Begin at the line containing "M498,1418L550,1434L523,1518L471,1501Z" in the data below and go on through the line containing "M622,1734L668,1746L652,1812L604,1798Z", repeating each line exactly; include both ends and no other line.
START Data to process
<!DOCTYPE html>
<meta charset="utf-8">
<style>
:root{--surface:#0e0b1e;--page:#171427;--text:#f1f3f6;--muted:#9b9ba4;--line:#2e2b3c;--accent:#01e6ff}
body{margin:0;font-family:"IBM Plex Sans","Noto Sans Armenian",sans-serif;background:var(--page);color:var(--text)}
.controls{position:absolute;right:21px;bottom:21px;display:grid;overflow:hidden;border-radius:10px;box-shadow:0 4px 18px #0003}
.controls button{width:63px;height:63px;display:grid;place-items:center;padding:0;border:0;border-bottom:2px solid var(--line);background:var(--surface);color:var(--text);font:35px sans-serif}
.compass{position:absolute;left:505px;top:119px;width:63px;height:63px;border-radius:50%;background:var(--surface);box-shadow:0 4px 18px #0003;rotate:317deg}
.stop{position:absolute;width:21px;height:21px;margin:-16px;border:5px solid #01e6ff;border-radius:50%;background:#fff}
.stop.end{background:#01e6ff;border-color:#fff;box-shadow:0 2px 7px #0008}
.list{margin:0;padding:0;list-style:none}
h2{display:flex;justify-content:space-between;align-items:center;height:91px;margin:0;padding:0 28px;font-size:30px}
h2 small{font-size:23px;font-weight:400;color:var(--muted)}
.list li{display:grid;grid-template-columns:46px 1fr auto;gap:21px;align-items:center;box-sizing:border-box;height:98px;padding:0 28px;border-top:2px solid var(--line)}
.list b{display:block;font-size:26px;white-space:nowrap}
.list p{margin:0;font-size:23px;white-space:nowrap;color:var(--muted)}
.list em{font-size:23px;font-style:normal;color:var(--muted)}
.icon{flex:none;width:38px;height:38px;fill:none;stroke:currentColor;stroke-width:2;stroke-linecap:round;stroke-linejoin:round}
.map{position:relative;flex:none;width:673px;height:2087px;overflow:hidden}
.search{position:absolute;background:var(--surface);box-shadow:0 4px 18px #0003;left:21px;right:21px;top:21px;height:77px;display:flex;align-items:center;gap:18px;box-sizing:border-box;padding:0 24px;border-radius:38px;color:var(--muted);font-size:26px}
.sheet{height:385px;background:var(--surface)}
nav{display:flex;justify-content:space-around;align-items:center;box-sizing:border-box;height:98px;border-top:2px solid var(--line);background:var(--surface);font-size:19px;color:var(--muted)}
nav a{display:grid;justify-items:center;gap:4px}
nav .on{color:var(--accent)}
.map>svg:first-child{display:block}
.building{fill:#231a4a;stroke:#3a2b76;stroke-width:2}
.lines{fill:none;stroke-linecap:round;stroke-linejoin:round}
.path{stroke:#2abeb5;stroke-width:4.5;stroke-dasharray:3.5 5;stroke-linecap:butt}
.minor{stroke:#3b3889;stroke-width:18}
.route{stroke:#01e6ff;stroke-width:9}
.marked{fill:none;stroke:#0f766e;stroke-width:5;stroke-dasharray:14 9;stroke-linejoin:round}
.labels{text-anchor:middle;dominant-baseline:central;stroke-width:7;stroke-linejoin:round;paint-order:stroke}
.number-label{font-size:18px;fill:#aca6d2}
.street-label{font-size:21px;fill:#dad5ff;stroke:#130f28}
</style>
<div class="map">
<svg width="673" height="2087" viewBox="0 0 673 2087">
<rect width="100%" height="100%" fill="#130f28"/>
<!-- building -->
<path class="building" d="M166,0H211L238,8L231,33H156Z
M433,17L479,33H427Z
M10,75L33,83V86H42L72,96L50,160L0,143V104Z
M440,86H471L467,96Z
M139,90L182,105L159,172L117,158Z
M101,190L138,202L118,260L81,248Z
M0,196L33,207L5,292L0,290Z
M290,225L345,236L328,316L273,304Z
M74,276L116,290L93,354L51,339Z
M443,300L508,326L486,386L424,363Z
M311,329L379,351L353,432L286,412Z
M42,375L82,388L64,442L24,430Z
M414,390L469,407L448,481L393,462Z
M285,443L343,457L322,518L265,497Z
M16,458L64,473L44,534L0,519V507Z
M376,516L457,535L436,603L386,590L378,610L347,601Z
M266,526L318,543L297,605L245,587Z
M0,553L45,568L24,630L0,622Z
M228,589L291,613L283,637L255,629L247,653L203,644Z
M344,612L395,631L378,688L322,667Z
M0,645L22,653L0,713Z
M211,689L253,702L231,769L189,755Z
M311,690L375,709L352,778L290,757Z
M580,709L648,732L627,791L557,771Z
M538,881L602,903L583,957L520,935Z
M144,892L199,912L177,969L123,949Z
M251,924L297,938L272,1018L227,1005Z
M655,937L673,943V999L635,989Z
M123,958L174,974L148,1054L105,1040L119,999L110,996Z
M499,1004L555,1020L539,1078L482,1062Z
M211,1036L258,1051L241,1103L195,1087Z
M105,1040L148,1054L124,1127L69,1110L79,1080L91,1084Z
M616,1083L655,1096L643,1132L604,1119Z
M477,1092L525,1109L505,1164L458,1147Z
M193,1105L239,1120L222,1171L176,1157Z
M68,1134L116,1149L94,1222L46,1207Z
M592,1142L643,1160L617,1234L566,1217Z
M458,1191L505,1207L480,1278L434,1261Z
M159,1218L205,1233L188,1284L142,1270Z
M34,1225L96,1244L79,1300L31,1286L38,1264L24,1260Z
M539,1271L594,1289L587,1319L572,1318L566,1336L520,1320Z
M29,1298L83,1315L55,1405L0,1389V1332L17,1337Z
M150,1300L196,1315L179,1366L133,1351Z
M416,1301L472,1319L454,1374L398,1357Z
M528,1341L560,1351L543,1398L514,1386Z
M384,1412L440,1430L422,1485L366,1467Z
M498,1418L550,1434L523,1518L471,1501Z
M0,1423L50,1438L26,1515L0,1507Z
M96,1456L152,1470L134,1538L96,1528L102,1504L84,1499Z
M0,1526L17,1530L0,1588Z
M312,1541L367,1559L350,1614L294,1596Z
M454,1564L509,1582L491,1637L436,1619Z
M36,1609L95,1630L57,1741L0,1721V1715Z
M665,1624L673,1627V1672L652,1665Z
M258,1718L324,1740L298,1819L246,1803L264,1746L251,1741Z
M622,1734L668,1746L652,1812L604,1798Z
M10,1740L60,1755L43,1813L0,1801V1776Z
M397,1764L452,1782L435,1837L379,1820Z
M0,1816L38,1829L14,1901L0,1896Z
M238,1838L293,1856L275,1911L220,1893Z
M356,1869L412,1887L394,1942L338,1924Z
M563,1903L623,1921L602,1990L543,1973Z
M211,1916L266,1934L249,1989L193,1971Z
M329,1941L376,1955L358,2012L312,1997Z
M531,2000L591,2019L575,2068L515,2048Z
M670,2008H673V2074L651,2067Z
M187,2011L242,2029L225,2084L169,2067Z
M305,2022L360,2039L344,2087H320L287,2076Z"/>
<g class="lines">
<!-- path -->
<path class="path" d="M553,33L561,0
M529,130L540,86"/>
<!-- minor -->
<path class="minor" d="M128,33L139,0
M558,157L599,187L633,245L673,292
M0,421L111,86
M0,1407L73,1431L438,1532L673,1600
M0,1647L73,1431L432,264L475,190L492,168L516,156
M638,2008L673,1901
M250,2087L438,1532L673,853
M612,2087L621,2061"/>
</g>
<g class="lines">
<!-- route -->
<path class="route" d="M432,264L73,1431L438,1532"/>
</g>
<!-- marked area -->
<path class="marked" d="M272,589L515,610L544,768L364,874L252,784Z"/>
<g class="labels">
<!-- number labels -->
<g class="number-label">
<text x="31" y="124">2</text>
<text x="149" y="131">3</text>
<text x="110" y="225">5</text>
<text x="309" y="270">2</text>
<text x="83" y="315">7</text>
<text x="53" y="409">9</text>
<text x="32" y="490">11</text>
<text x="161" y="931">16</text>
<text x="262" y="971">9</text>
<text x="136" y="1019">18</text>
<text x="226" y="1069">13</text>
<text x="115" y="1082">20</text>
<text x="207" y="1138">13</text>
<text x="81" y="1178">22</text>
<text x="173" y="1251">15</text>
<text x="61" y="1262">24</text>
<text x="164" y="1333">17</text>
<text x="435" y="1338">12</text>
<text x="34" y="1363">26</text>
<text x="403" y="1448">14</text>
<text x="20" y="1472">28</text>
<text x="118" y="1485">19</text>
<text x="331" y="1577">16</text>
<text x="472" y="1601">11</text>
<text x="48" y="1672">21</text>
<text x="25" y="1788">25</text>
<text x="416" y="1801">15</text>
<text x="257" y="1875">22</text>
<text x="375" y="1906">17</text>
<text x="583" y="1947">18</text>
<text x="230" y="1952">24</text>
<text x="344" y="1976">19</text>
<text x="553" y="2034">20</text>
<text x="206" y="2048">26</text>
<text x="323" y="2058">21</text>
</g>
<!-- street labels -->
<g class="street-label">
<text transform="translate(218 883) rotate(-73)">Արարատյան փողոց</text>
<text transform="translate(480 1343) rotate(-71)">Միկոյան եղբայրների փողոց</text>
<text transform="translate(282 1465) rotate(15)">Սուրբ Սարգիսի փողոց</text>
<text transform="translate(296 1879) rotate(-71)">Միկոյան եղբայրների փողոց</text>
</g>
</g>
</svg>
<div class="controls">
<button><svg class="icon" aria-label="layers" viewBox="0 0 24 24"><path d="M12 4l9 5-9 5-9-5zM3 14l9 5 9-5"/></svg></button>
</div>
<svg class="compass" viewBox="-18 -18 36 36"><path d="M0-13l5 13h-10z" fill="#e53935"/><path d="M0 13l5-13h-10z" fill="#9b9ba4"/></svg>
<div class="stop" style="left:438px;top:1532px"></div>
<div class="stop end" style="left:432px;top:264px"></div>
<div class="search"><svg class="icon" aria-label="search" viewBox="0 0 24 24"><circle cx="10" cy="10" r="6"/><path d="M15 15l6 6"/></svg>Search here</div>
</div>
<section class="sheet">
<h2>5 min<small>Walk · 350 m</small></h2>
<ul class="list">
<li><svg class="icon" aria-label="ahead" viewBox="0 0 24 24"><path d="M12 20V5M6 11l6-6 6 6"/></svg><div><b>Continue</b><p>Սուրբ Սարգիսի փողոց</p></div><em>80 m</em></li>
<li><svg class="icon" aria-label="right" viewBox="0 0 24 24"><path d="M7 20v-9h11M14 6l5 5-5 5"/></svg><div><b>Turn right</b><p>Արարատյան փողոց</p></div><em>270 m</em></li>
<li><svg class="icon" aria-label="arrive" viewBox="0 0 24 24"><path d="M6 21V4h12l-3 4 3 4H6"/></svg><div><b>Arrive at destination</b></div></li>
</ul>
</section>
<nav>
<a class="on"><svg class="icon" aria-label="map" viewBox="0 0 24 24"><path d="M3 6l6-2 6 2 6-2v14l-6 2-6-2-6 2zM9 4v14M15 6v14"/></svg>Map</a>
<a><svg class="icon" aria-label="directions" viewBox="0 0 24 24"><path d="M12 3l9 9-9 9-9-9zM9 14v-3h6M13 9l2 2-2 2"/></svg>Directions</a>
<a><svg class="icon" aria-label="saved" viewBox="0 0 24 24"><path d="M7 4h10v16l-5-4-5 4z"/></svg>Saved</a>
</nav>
END Data to process
Answer for the task.
M498,1418L550,1434L523,1518L471,1501Z
M0,1423L50,1438L26,1515L0,1507Z
M96,1456L152,1470L134,1538L96,1528L102,1504L84,1499Z
M0,1526L17,1530L0,1588Z
M312,1541L367,1559L350,1614L294,1596Z
M454,1564L509,1582L491,1637L436,1619Z
M36,1609L95,1630L57,1741L0,1721V1715Z
M665,1624L673,1627V1672L652,1665Z
M258,1718L324,1740L298,1819L246,1803L264,1746L251,1741Z
M622,1734L668,1746L652,1812L604,1798Z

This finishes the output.